This repository contains a standardisation framework for bio-logging data proposed by Sequeira et al1 (submitted to Methods in Ecology and Evolution) and involving data flow from manufacturers and researchers to compliant repositories. The objective of adopting this framework is to standardise bio-logging data to promote efficient data collation, usage, and sharing.
The framework includes the use of three templates outlining the events that generate bio-logging data and metadata, and the exact details that must be captured from these events to produce an optimally reuseable and generalizable animal movement data product. The names and descriptions of the required fields in this set of templates can be found in the templates folder of this repository.
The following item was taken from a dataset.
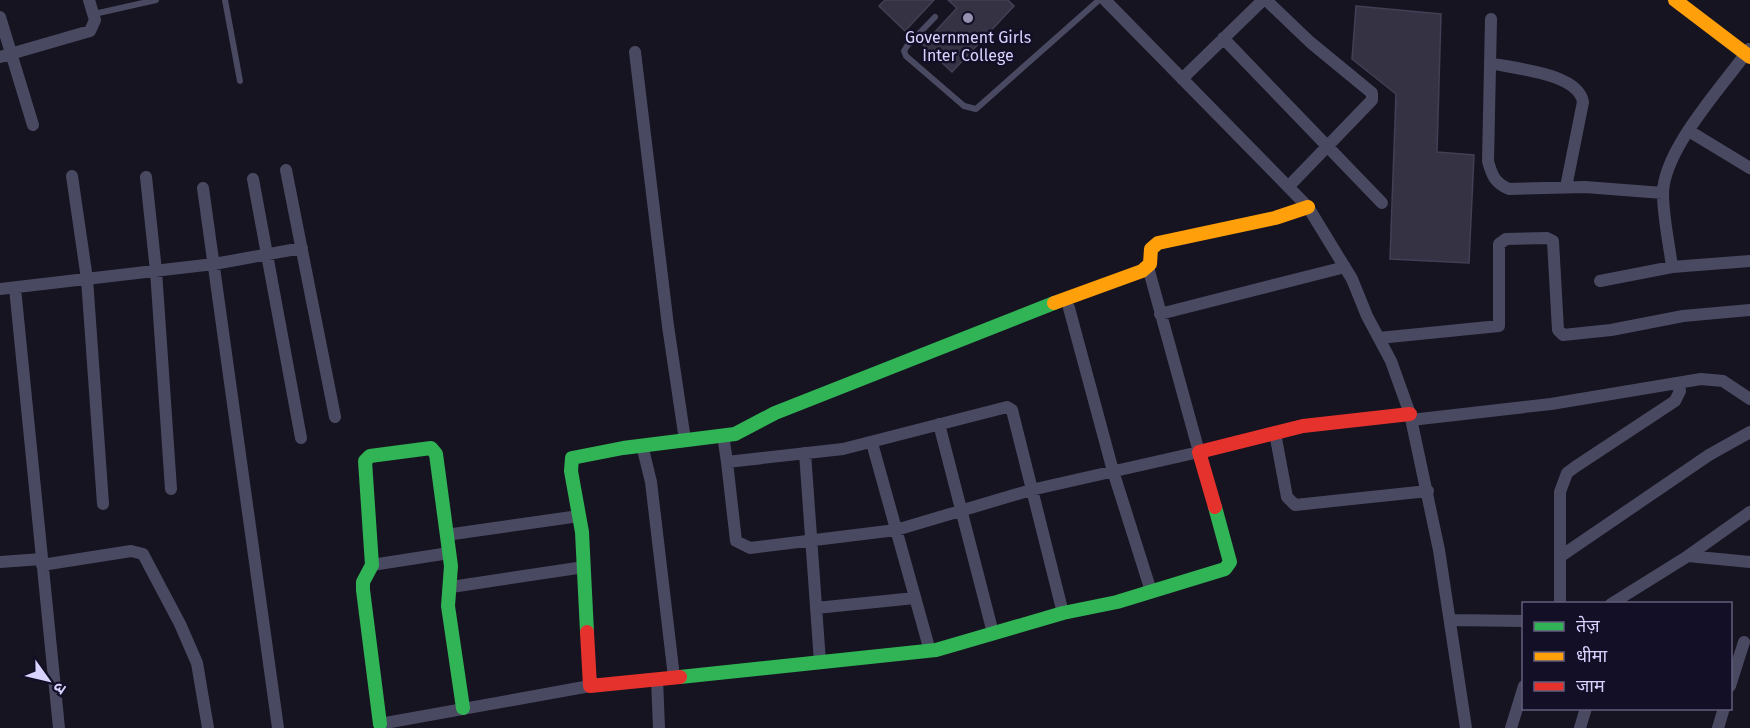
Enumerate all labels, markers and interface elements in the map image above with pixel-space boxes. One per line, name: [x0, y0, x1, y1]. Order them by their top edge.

A descriptive page has been created for each variable, specifying how to format each entry and the controlled vocabularies that are acceptable to use. Inside the templates folder you can also find a templates.md file providing a brief overview of the three templates as a whole:
- the device-metadata.md containing all information pertaining to the bio-logging instrument used to collect data,
- the deployment-metadata.md containing all information pertaining to the attachment of the bio-logging device to the animal (i.e., deployment procedure), and
- the input-data.md containing all bio-logging data collected by one deployment of the bio-logging device All three templates include definitions for each attribute name and links to other similar terms used in other vocabularies, including examples in SensorML and DarwinCore so they can be readily used by manufacturers and researchers alike. Inside the Templates folder you can also find a Fields folder, including all the details from all fields used in the three templates.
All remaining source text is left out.